Manzoni, Alessandro – Promessi Sposi e Opere


Manzoni scrisse “I Promessi Sposi” tra il 1820 e il 1821; ne furono redatte tre edizioni, con cambiamenti radicali tra i personaggi, l’ambiente, la lingua e a volte la vicenda: “Fermo e Lucia”, “Gli Sposi Promessi” e “I Promessi Sposi”. E’ ambientato nel 600, secolo di dominazione spagnola di alcune zone dell’Italia (ancora inesistente); le vicende si svolgono in Lombardia, dove gli spagnoli esercitano il proprio potere con la violenza e la repressione, infatti la vicenda comincia per il capriccio di uno spagnolo (Don Rodrigo).

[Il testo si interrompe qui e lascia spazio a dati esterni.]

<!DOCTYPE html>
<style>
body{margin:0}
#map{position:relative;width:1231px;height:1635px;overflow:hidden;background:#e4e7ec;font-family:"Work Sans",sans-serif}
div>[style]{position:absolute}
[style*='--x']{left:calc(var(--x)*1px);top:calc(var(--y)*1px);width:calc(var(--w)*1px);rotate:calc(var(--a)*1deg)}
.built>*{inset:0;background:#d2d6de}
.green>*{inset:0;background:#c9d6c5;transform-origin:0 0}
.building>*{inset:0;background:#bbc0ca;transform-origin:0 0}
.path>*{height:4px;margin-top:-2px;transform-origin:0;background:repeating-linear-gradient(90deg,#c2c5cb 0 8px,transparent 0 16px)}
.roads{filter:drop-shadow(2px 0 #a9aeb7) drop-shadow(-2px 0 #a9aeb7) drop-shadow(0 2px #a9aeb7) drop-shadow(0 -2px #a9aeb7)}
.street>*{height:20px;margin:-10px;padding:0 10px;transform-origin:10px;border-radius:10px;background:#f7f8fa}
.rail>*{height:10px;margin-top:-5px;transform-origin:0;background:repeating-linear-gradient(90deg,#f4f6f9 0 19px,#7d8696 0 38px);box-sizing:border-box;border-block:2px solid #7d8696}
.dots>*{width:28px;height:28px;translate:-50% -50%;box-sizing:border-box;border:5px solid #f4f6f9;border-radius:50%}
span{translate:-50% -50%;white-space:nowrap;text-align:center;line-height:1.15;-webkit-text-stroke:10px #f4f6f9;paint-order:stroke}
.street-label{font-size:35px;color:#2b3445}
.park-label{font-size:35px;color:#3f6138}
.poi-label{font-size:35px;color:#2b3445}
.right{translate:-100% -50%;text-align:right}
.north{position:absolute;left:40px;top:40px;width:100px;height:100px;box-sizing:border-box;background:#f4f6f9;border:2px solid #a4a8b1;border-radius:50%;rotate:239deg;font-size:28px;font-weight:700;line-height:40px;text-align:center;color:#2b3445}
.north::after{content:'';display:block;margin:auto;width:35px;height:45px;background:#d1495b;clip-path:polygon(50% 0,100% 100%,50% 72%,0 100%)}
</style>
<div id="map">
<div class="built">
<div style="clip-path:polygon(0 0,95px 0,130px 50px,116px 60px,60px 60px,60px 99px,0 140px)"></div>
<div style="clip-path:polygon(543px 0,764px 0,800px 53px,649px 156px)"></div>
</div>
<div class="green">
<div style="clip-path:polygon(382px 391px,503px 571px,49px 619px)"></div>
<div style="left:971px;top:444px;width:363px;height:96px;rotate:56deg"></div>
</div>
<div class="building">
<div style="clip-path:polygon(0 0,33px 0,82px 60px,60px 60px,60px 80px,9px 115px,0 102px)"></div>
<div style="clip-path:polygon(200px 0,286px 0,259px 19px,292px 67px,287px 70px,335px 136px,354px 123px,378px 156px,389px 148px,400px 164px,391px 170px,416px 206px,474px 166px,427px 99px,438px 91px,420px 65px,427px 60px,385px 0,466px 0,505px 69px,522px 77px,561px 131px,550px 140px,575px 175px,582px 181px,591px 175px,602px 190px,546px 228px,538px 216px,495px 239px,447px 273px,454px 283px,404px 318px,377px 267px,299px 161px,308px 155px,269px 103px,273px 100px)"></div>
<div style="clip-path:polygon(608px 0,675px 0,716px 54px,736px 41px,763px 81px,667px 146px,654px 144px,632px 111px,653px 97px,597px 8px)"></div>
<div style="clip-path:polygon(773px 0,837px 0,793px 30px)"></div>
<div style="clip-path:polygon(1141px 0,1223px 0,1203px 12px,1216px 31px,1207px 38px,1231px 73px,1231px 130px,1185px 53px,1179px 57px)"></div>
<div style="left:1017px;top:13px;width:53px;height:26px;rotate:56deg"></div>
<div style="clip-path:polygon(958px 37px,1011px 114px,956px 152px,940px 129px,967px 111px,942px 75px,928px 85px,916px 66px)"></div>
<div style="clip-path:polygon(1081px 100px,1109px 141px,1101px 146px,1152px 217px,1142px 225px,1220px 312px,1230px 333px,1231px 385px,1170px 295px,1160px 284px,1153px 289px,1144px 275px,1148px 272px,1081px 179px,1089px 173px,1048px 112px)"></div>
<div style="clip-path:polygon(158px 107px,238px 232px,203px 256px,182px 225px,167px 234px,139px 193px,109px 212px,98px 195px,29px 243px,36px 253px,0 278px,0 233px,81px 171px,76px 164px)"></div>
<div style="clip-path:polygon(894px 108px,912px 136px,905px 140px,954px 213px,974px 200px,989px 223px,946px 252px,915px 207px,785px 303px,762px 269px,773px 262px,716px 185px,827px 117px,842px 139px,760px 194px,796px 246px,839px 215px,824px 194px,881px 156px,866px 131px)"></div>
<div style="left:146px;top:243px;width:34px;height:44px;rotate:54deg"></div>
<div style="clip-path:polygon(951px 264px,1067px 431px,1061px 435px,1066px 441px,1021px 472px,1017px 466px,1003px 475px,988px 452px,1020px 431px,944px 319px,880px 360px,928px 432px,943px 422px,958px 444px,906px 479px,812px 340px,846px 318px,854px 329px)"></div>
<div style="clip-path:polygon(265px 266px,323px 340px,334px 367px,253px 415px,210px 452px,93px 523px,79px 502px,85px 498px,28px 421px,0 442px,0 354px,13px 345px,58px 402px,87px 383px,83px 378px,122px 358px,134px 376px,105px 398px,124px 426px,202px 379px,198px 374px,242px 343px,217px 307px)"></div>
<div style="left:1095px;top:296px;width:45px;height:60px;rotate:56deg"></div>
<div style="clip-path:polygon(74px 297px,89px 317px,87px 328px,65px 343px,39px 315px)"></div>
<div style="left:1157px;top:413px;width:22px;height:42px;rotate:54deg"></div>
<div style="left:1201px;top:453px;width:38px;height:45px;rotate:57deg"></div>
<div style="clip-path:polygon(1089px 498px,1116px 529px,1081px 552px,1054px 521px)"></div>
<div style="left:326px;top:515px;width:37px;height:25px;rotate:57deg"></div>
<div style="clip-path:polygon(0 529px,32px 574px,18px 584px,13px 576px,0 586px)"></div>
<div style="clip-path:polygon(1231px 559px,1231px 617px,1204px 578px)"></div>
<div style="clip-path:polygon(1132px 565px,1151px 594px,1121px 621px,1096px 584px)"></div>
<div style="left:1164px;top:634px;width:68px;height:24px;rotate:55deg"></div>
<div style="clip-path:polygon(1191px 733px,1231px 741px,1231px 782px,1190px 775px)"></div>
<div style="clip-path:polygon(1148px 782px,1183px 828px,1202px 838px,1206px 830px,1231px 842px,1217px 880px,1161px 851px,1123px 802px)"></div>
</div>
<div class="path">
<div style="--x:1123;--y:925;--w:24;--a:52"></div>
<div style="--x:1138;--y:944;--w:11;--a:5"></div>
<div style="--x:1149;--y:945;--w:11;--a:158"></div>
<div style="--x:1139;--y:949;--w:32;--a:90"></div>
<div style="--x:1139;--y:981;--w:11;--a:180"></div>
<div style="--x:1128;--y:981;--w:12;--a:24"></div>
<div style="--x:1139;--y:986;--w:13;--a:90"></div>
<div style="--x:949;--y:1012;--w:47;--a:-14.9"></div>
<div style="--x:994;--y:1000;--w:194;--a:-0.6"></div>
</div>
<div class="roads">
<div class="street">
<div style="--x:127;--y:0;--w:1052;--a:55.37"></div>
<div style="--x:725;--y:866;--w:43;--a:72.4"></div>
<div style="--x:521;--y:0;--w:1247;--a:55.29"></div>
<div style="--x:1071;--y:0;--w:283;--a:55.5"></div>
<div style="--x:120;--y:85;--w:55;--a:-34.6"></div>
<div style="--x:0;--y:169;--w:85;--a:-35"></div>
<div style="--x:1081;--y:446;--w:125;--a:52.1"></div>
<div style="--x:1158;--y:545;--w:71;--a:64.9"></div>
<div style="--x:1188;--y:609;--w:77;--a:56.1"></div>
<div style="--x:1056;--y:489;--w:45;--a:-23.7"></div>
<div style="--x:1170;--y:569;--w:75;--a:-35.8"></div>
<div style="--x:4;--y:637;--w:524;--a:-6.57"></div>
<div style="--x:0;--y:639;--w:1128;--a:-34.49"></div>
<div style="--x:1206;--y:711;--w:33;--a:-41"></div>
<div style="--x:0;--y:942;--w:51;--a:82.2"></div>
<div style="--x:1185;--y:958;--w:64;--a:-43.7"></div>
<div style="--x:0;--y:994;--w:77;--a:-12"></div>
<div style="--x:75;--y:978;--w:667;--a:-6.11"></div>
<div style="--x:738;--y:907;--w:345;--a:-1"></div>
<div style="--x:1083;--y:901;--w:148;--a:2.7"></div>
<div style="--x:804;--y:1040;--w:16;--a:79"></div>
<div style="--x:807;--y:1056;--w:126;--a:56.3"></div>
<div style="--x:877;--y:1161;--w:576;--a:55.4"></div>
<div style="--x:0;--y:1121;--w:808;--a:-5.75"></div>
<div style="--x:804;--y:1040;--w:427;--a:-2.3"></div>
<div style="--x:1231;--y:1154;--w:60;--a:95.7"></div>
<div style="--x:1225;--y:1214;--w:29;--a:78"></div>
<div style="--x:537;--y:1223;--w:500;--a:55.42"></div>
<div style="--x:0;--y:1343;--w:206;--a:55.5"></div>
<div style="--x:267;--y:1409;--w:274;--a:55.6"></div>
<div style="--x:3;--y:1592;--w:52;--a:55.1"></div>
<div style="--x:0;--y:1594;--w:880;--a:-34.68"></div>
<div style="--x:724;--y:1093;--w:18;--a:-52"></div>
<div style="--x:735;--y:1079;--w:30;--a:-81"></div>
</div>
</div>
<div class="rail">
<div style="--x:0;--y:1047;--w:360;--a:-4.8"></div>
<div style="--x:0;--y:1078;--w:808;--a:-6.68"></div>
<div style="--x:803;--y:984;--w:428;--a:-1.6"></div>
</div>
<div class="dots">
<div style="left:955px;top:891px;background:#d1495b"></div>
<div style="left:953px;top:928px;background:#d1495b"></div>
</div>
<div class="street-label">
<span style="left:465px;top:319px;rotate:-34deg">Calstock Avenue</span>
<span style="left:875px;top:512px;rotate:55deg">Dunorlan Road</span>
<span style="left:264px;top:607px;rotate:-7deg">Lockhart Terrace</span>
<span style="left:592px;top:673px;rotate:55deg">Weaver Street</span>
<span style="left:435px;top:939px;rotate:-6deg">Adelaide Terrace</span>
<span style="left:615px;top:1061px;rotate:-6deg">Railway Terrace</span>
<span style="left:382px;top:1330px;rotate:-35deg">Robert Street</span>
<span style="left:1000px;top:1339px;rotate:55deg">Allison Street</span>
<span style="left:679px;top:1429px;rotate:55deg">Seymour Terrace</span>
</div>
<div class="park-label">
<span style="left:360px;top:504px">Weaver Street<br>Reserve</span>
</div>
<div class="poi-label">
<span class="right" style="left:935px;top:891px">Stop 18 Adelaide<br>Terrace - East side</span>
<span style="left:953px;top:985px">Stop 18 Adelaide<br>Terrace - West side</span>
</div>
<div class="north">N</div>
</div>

“I Promessi Sposi” è un romanzo storico perché viene usato il “vero per oggetto”, e nonostante Renzo e Lucia siano dei personaggi mai esistiti, Manzoni li utilizzò per raccontare vicende realmente accadute, dando quindi un significato al termine “verosimile” (simile al vero): Manzoni dice “così simile al vero da sembrare storia or ora scoperta”. Manzoni, infatti, introdusse il suo romanzo affermando di aver trovato la vicenda su un manoscritto di un documento spagnolo (grida) e di averla “ripulita”, riscrivendola in forma più semplice e chiara, narrandola attraverso i due personaggi. La difficoltà maggiore fu raccontare senza una lingua, motivo per cui si sforzò di trovare una lingua comune per una quantità maggiore di gente. Scrisse quindi “I Promessi Sposi”, in fiorentino colto , “sciacquando” metaforicamente il proprio romanzo nelle rive dell’Arno. Lo scopo principale dell’opera è puramente religioso; infatti, si può dire che il vero e proprio protagonista del romanzo sia la Divina Provvidenza, che in teatro è individuabile come Deus ex Machina, che muove tutto il romanzo, e che Manzoni presenta come “colui che non turba mai la gioia dei suoi figli, se non per prepararne una più certa e più grande”. E’ un messaggio cristiano, che serve a dare speranza per preparare il lettore ad una svolta dopo una crisi, che sembra portare a conclusione la vicenda. Altro scopo del romanzo è quello di denunciare la dominazione spagnola, e indirettamente quella austriaca in Italia del 1800. Tant’è vero che scriverà una serie di opere sullo stesso tema, “Le Odi Civili”, che serviranno a testimoniare e a denunciare gli avvenimenti di quel periodo (il Risorgimento). “I Promessi Sposi” sarà il primo romanzo italiano (oltre a “Le ultime lettere di Jacopo Ortis”, romanzo epistolare di Ugo Foscolo) avente una struttura completamente diversa dalla narrativa del tempo, infatti Manzoni impiegherà molto tempo per portare a termine l’opera.
Alessandro Manzoni scrisse una serie di opere anteriori a “I Promessi Sposi”, tra cui il poema neoclassico ”Urania”, un esercizio formale che risultò senza utilità; in seguito rinnegherà quest’opera sviluppando un tipo di letteratura più utile, anche se meno bella nella forma, tant’è vero che i canoni di Manzoni saranno l’utilità (“l’utile per iscopo”), e la vicenda e il testo interessante, o che riesca semplicemente a trasmettere qualcosa al lettore. Tutto questo è legato alla sua conversione religiosa al Cattolicesimo, in seguito ad un percorso di fede molto lungo, in cui dice di approdarvi attraverso la ragione. Quindi possiamo parlare di conversione religiosa e poetica. Dalla sua conversione nasceranno nuove opere: gli “Inni Sacri”, “Il 5 Maggio” e due tragedie, “L’Adelchi” e “Il conte di Carmagnola”. Scrisse due tragedie per raggiungere un pubblico maggiore, ed espandere la sua poetica, per portare alla ribalta gli “umili”, cioè le persone comuni, che, come sosteneva Manzoni, “la storia non l’hanno solo fatta, ma l’hanno subita”. Ci prova, ma finisce per raccontare storie incentrate sulla vita di un conte (“Il conte di Carmagnola”) e di un principe (“L’Adelchi”).